As part of our data pipeline, we have a Redshift agg job that takes low level data and rolls it up to an hourly aggregate. A latter job takes the hourly data and rolls it up to a daily level which is used for high level reporting and summary statistics. Earlier this week we ran into a hiccup that caused some of these aggregate jobs to fail. After fixing the issue we had to figure out what data was affected and rerun it. We wrote a simple query to count the numbers of rows per day per hour in order to spot any gaps.

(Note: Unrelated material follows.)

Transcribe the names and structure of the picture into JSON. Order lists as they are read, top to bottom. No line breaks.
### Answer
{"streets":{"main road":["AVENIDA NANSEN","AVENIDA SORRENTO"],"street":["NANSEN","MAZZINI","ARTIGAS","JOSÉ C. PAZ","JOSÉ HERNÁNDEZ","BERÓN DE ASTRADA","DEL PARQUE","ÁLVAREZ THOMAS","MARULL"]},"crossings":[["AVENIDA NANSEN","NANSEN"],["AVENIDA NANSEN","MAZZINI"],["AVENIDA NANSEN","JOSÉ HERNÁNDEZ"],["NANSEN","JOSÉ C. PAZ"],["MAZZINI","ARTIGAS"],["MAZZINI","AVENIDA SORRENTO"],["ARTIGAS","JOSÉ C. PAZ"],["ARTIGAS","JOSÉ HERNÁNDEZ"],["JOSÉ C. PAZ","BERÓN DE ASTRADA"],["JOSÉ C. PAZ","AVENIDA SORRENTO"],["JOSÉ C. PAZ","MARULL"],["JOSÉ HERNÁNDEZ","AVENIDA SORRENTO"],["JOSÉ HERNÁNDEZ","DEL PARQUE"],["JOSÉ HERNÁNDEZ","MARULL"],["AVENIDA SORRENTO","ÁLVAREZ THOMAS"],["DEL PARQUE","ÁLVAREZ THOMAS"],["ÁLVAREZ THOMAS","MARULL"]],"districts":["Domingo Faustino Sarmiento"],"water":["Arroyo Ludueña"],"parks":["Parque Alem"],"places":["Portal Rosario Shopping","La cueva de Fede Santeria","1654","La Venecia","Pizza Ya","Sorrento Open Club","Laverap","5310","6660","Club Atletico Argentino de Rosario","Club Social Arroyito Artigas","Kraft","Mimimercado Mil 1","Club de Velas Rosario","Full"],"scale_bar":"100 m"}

select ymd, hour, count(1) as cnt
from hourly_agg_table
where ymd >= '2015-04-01'
group by ymd, hour
order by ymd, hour;
This gave us a dataset with three columns that we wanted to then “pivot” in order to quickly spot the gaps. Using the pivot table functionality in Excel, it was simple to put date along one dimension and hour along the other to quickly spot the missing agg periods. All that was left was rerunning the job for those hours.
This investigation reminded me how important it is to be familiar with your tools and choose the right one for the job. Redshift and Excel are antithetical - Redshift is massively parallelizable and built for terabytes of data while Excel slows to a crawl when dealing with tens of thousands of rows. But by mixing them together we’re able to use each for what it’s best for: Redshift for very quick, large scale queries and Excel for the quick and dirty investigative work. This approach is useful in all sorts of problems - from mixing command line scripts with fleshed out programs to using a script or Excel to generate commands that you can then paste into the terminal or an editor. The key point is understanding your workflow and tools well enough to come up with an optimized process.